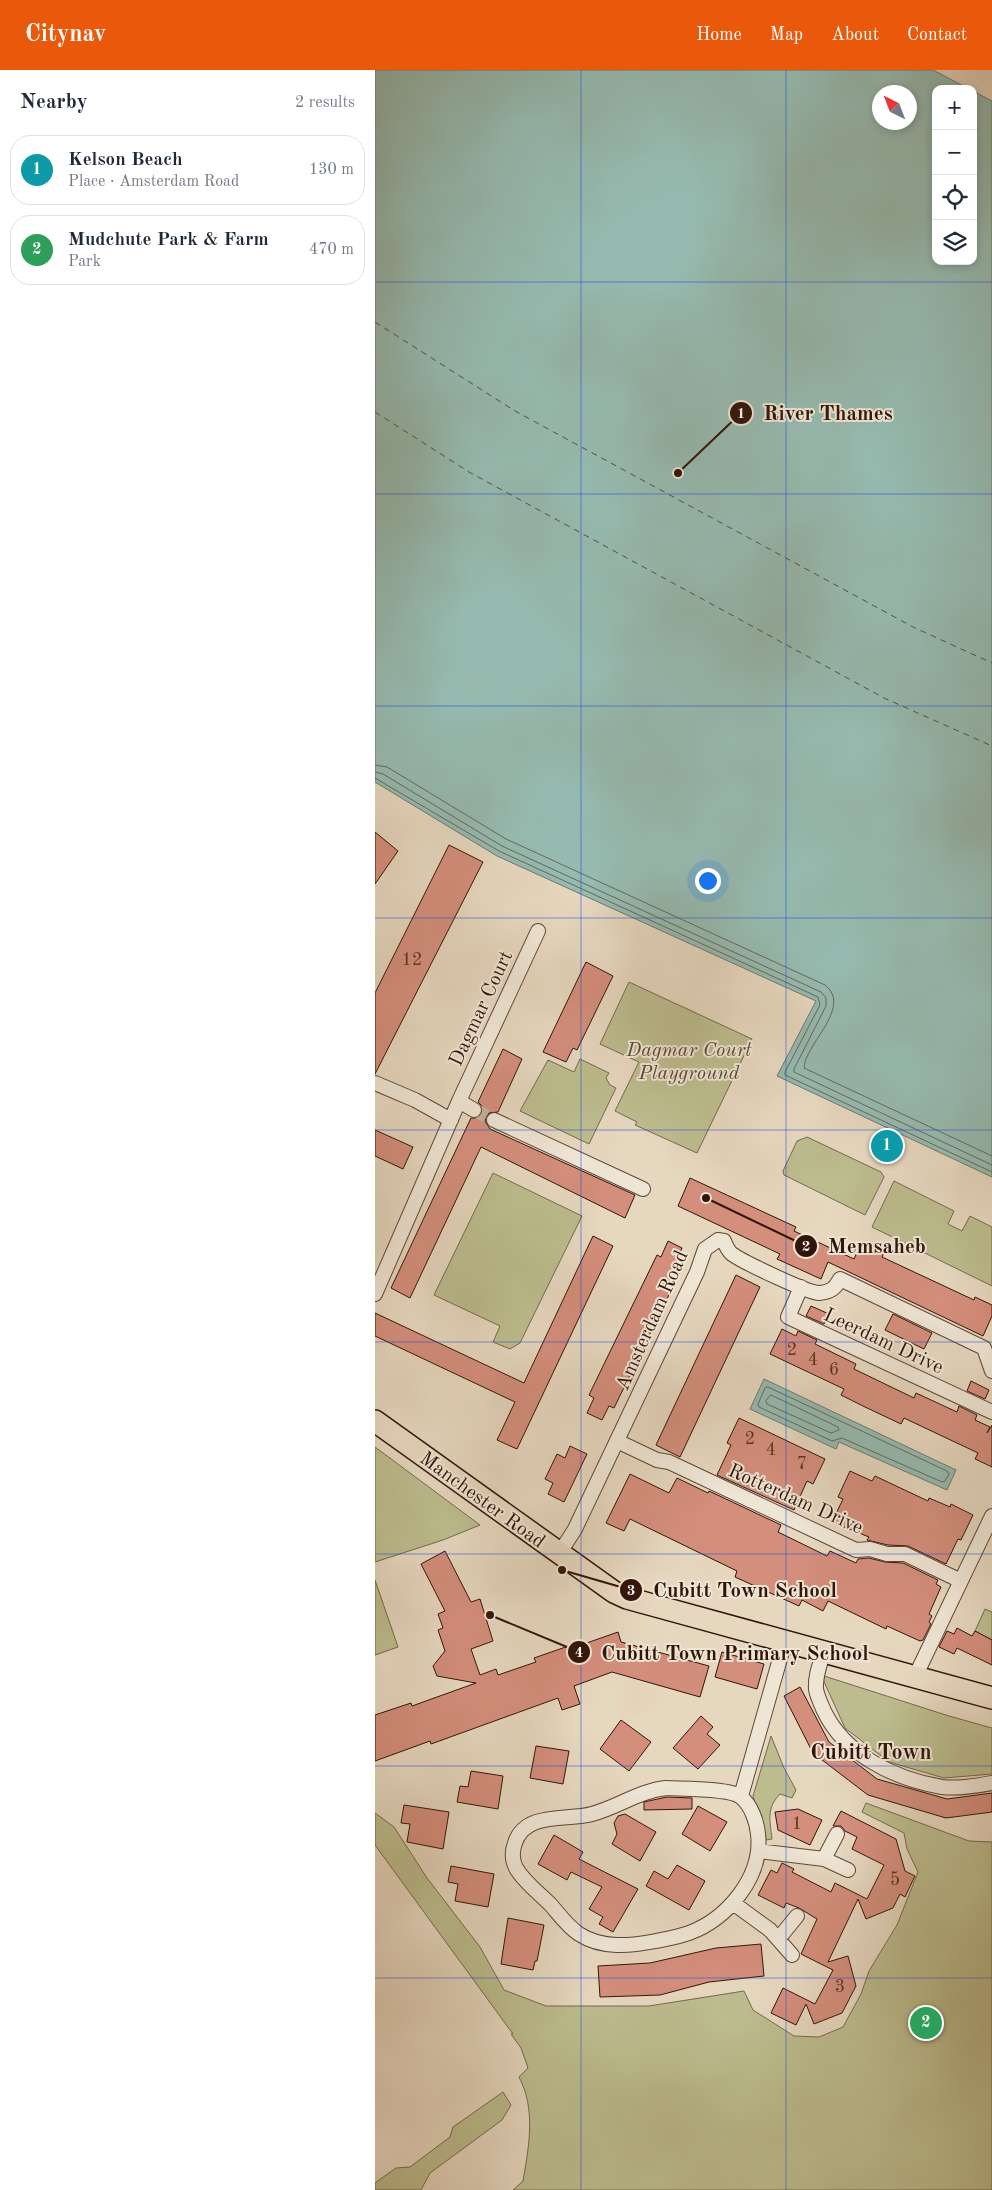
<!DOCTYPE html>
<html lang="en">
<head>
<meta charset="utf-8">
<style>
	body { margin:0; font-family:"Old Standard TT",serif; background:#f6f6f7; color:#1f2937 }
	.controls { position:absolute; right:15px; top:15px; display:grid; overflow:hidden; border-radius:10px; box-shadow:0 2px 8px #0003 }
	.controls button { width:45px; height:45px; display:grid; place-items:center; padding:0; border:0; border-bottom:1px solid #e0e1e3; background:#fff; color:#1f2937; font:25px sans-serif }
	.compass { position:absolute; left:497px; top:15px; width:45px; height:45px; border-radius:50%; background:#fff; box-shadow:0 2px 8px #0003; rotate:318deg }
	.you { position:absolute; left:332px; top:810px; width:18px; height:18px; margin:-12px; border:4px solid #fff; border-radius:50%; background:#1a73e8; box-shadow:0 0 0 8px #1a73e833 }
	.badge { display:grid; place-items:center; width:32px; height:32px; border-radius:50%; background:#ea580c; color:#fff; font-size:16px; font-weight:700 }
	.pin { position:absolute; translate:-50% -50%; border:2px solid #fff; box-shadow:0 1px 5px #0006 }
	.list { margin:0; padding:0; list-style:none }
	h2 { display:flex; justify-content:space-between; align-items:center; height:65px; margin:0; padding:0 20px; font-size:21px }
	h2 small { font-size:16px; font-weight:400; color:#747a83 }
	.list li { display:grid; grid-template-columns:32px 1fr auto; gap:15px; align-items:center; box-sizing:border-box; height:70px; margin:0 10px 10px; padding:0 10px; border:1px solid #e0e1e3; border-radius:20px }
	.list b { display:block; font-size:19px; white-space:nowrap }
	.list p { margin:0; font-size:16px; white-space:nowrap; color:#747a83 }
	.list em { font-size:16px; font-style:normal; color:#747a83 }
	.icon { flex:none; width:28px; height:28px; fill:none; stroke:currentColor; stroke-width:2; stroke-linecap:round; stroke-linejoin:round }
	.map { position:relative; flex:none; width:617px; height:2120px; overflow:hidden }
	header { display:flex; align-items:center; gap:30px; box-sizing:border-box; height:70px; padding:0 25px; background:#ea580c; color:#fff }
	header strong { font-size:24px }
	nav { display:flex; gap:28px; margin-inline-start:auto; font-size:18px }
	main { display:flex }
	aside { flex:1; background:#fff }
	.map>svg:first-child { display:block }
	.green { fill:#bcbc8e; stroke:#77684c }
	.water { fill:#96bab0; stroke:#6e786d; fill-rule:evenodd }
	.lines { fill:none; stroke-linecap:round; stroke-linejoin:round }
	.shore { stroke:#64685c; stroke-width:1 }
	.ferry { stroke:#554f43; stroke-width:1; stroke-dasharray:6 5; stroke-linecap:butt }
	.building { fill:#d48e7c; stroke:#321509 }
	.minor-tunnel { stroke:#c2b09b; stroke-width:14; stroke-dasharray:14 7; stroke-linecap:butt }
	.minor-casing { stroke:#5f4636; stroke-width:16 }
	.primary-casing { stroke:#321509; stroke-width:24 }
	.minor { stroke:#efe5d5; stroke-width:14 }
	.primary { stroke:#e6d7bf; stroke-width:21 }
	.grid { fill:none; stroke:#1d4ed8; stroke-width:1; stroke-opacity:0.55 }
	.labels { text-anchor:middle; stroke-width:4; stroke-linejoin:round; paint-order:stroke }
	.number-label { font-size:18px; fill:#5a3326 }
	.street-label { font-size:20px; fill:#321509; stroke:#efe5d5 }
	.park-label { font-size:20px; font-style:italic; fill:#5b4731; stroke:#efe5d5 }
	.quarter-label { font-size:22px; font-weight:bold; fill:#321509; stroke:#efe5d5 }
	.leader { fill:none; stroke:#321509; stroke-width:2 }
	.callout-dot { fill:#321509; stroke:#efe5d5; stroke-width:2 }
	.mark-label { font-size:15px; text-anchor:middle; font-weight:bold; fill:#fff }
	.callout-label { font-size:21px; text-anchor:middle; font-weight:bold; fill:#321509; stroke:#efe5d5; stroke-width:4; stroke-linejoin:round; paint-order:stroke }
</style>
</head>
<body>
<header>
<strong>Citynav</strong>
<nav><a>Home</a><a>Map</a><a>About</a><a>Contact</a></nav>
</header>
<main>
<aside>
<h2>Nearby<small>2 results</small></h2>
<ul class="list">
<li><span class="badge" style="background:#0f9aa8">1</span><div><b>Kelson Beach</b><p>Place · Amsterdam Road</p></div><em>130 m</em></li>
<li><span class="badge" style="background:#2e9e5b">2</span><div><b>Mudchute Park &amp; Farm</b><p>Park</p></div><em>470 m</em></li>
</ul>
</aside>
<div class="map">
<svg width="617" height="2120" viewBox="0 0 617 2120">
	<rect width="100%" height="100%" fill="#e6d7bf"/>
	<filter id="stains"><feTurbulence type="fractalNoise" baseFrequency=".004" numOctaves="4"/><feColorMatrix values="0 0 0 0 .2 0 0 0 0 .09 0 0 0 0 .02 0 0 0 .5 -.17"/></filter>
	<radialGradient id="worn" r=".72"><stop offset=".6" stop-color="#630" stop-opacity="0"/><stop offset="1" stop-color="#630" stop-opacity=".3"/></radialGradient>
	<path class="green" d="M254,912L377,969L322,1083L260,1055L262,1052L240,1041L264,992L225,974Z
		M205,989L234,1003L231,1008L235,1015L241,1018L214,1074L145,1041L173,990L199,1002Z
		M432,1067L506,1102L509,1107L490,1145L409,1105L408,1101L422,1071Z
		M118,1103L207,1146L145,1273L135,1279L118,1272L125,1256L59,1225Z
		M519,1111L579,1141L573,1154L587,1161L595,1146L617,1157V1216L497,1157Z
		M0,1377L105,1455L68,1470L0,1492Z
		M0,1510L23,1577L0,1585Z
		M610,1539L617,1542V1570L600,1561Z
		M446,1605L574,1646L617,1658V1704L569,1708L514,1692L470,1658Z
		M396,1666L409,1698L421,1720L417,1728L405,1724C391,1738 395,1751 397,1769L391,1770L378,1726Z
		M491,1733L594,1771L617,1772V2120H138L148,2111C154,2076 161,2039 144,2007L153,1998L146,1978L136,1964H138L0,1775V1743L19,1757L52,1808L105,1877L129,1920L171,1936H274L369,1921L378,1940L419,1966L444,1967L468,1957L486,1924L494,1901L522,1855L543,1802L532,1779L529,1763L487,1742Z
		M128,2022L136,2035L127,2050L55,2103L46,2120H0V2113L21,2098L35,2097L75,2067L78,2057Z"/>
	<path class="water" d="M0,0H558L594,19H561V191H598V21L617,31V1107L402,1006L441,931L122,786L0,712ZM504,22H534V52H504Z
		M389,1309L581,1400L572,1420L464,1372L461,1379L375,1339Z"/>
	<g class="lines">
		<path class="shore" d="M0,695L12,697L131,769L450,915C478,937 430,974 429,998L617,1086
			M0,702L8,704L127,776L446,922L451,928V936L419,999V1002L617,1095
			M0,708L124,781L443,927L445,935L410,1002V1005L617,1102
			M393,1317L572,1401L574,1404L570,1411L567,1412L467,1368L457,1371L384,1337L383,1334L390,1318Z
			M396,1325L463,1357L464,1360L456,1363L392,1334L391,1331Z"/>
		<path class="ferry" d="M0,252L140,341L538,557L617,593
			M0,342L94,402L509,628L617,676"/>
	</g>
	<path class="building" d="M0,762L23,781L0,814Z
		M74,775L108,792L0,1004V923Z
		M211,892L238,906L202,980L198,978L191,992L168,982Z
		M128,979L147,989L123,1042L114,1043L111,1047L110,1051L115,1059L260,1125L250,1148L106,1077L35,1228L16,1218L96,1048H103L107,1044V1036L103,1032Z
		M0,1060L38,1077L28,1099L0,1086Z
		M315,1108L421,1157L419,1161L479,1189L487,1172L509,1183L507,1187L599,1230L600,1227L617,1235V1246L608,1266L453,1192L446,1209L402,1189L405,1184L303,1136Z
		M218,1166L238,1176L142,1379L122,1370L140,1332L0,1266V1243L149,1313Z
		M293,1171L307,1178L300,1194L307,1198L239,1338L234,1336L227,1350L212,1343L219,1328L214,1325L282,1185L286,1187Z
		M361,1205L385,1217L305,1387L281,1375Z
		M436,1236L454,1244L449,1254L431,1246Z
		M518,1244L557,1263L549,1279L510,1260Z
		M407,1259L421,1266L423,1261L442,1270L440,1274L481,1294L479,1299L539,1328L541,1323L582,1342L584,1336L602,1345L600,1350L615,1357L612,1363L617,1355V1397L600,1389L603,1383L529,1348L526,1354L490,1337L466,1325L469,1319L395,1284Z
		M596,1311L614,1320L610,1329L592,1321Z
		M364,1348L450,1389L438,1414L432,1411L419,1440L342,1405L356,1375L352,1373Z
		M195,1376L212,1384L189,1432L173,1424L178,1413L170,1409L182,1384L190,1388Z
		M475,1401L497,1411L500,1406L553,1431L554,1428L575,1437L576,1434L598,1445L586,1470L583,1469L571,1494L533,1476L513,1475L492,1470L494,1467L457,1452L468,1429L463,1427Z
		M255,1404L294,1423L302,1408L333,1423L334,1421L406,1455L403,1462L452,1486L455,1481L481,1493L483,1489L494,1488L510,1492L528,1493L563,1510L561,1514L566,1517L554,1544L557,1546L554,1552L556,1554L548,1570L545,1571L512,1556L511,1559L453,1531L448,1541L427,1530L424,1536L360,1507L362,1501L255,1449L249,1461L231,1453Z
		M70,1481L96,1532L105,1529L118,1571L96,1579L105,1605L121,1599L123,1605L161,1592L159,1588L205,1572L206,1575L243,1562L246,1572L334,1596L325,1627L237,1602L199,1616L205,1634L187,1640L183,1628L56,1674L55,1671L0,1691V1645L36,1633L37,1636L101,1613L62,1606L58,1596L70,1581L63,1560L68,1558L63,1544L70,1541L46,1494Z
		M582,1558L597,1566L600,1561L617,1570V1595L582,1578L579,1584L564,1577L572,1561L579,1564Z
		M347,1582L389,1594L382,1619L340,1607Z
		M425,1617L454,1672L502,1709L572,1729L617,1723V1742L571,1748L493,1725L438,1683L409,1626Z
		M326,1646L338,1657L332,1664L345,1675L323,1699L298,1678Z
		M246,1650L276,1672L254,1701L225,1679Z
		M161,1676L194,1681L188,1714L155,1708Z
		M96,1701L128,1706L123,1739L82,1732L85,1716L93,1717Z
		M292,1727L317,1728V1739L269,1740V1732Z
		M29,1735L74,1742L68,1779L32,1772L35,1754L26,1753Z
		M323,1736L352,1752L335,1781L307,1764Z
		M423,1739L447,1750L435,1775L403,1760L400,1742Z
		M466,1741L521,1769L530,1801L540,1806L530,1827L525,1824L518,1838L491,1849L483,1829L453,1892L473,1886L481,1916L467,1943L439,1954L431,1934L421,1955L396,1943L408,1918L440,1934L458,1900L426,1884L442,1849L424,1838L411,1833L409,1838L383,1825L396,1800L402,1803L407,1793L419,1799L417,1802L456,1822L460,1813L492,1829L509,1795L477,1779L482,1767L470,1761L466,1756H458Z
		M250,1744L281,1762L265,1791L237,1774L242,1764L239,1753L243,1746Z
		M179,1765L208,1782L204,1789L263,1819L238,1862L224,1854L228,1847L214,1839L227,1817L196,1802L192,1810L163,1794Z
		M302,1795L330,1811L314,1840L271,1816L279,1801L293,1809Z
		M76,1796L119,1804L113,1837L80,1831L83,1814L73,1812Z
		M133,1848L169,1855L162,1891H160L158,1900L126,1894Z
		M386,1874L389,1906L334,1912L285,1925L225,1927L223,1896L275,1893L341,1878Z"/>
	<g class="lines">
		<path class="minor-tunnel" d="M99,1040L119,1050"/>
		<g class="minor-casing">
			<path id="minor" d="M0,1013L40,1030L76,1050
				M84,1031L99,1040
				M119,1050L268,1119
				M426,1217L413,1247L617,1342
				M0,1224L84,1031L163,861
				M242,1371L282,1390L294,1392L481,1480L495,1479L512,1484H530L586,1511
				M184,1484L200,1459L322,1202L330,1179L343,1170L349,1171C351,1176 353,1181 357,1184C368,1192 433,1223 444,1223C455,1222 460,1219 465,1209L609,1278L617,1301
				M449,1581C445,1594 440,1606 441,1619C442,1626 446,1634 449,1641C470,1685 520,1709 567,1717C583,1719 601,1716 617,1713
				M540,1607L617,1446
				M291,1718C307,1719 355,1718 366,1727C376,1735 382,1752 383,1764C388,1807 352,1849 314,1863C303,1867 291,1869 281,1871C255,1876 227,1879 204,1864C192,1856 184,1844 175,1834C164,1823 149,1812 141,1798C137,1790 137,1781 140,1773C150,1741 193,1751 217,1744C243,1737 264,1721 291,1718Z
				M366,1726L410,1571
				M383,1781L449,1789L473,1800
				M449,1789L462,1764
				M358,1833L395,1860L417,1885
				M404,1868L422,1846"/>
		</g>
		<g class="primary-casing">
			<path id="primary" d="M0,1351L239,1522L252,1528L617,1628"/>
		</g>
		<use href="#minor" class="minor"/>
		<use href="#primary" class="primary"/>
	</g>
	<path class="grid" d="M206,0V2120M411,0V2120M0,212H617M0,424H617M0,636H617M0,848H617M0,1060H617M0,1272H617M0,1484H617M0,1696H617M0,1908H617"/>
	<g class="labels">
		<g class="number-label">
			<text x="37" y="895">12</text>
			<text x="417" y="1285">2</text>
			<text x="438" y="1295">4</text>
			<text x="459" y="1305">6</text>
			<text x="375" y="1374">2</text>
			<text x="396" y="1385">4</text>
			<text x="427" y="1399">7</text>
			<text x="422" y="1759">1</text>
			<text x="520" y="1815">5</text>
			<text x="465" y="1922">3</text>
		</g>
		<g class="street-label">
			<text transform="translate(105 938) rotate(-65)" y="7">Dagmar Court</text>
			<text transform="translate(276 1250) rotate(-66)" y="7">Amsterdam Road</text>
			<text transform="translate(509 1270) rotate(25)" y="7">Leerdam Drive</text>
			<text transform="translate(421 1428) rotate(24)" y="7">Rotterdam Drive</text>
			<text transform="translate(108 1429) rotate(36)" y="7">Manchester Road</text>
		</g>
		<g class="park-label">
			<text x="314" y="986">Dagmar Court<tspan x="314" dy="23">Playground</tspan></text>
		</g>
		<g class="quarter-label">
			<text x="496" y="1689">Cubitt Town</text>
		</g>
	</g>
	<path class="leader" d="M303 403L366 343M331 1128L431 1176M187 1500L256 1520M115 1545L204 1582"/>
	<g class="callout-dot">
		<circle cx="303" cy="403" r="5"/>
		<circle cx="331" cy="1128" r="5"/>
		<circle cx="187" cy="1500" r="5"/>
		<circle cx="115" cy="1545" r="5"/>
		<circle cx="366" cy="343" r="12"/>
		<circle cx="431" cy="1176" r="12"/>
		<circle cx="256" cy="1520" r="12"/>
		<circle cx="204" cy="1582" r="12"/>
	</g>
	<g class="mark-label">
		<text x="366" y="348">1</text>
		<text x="431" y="1181">2</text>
		<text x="256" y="1525">3</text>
		<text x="204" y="1587">4</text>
	</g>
	<g class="callout-label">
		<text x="453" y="350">River Thames</text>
		<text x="502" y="1183">Memsaheb</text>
		<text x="370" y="1527">Cubitt Town School</text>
		<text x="360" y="1590">Cubitt Town Primary School</text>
	</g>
	<rect width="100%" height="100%" filter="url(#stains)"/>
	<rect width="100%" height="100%" fill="url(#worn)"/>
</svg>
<div class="controls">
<button>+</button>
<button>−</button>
<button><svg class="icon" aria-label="locate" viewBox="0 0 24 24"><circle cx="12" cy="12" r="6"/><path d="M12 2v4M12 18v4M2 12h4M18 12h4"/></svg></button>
<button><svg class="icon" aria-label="layers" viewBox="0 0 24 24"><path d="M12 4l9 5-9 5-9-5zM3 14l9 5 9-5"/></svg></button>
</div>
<svg class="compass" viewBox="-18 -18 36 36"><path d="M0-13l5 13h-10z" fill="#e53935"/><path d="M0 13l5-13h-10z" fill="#747a83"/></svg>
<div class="you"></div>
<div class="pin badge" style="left:512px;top:1076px;background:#0f9aa8">1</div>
<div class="pin badge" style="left:551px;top:1953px;background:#2e9e5b">2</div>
</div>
</main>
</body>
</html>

_WHAT TO DO_
Nothing but the lines from the first line of the listing above to the line containing "width:45px; height:45px; display:grid;" should appear in the answer, each one exact and with no pictures.

_TASK RESULT_
<!DOCTYPE html>
<html lang="en">
<head>
<meta charset="utf-8">
<style>
	body { margin:0; font-family:"Old Standard TT",serif; background:#f6f6f7; color:#1f2937 }
	.controls { position:absolute; right:15px; top:15px; display:grid; overflow:hidden; border-radius:10px; box-shadow:0 2px 8px #0003 }
	.controls button { width:45px; height:45px; display:grid; place-items:center; padding:0; border:0; border-bottom:1px solid #e0e1e3; background:#fff; color:#1f2937; font:25px sans-serif }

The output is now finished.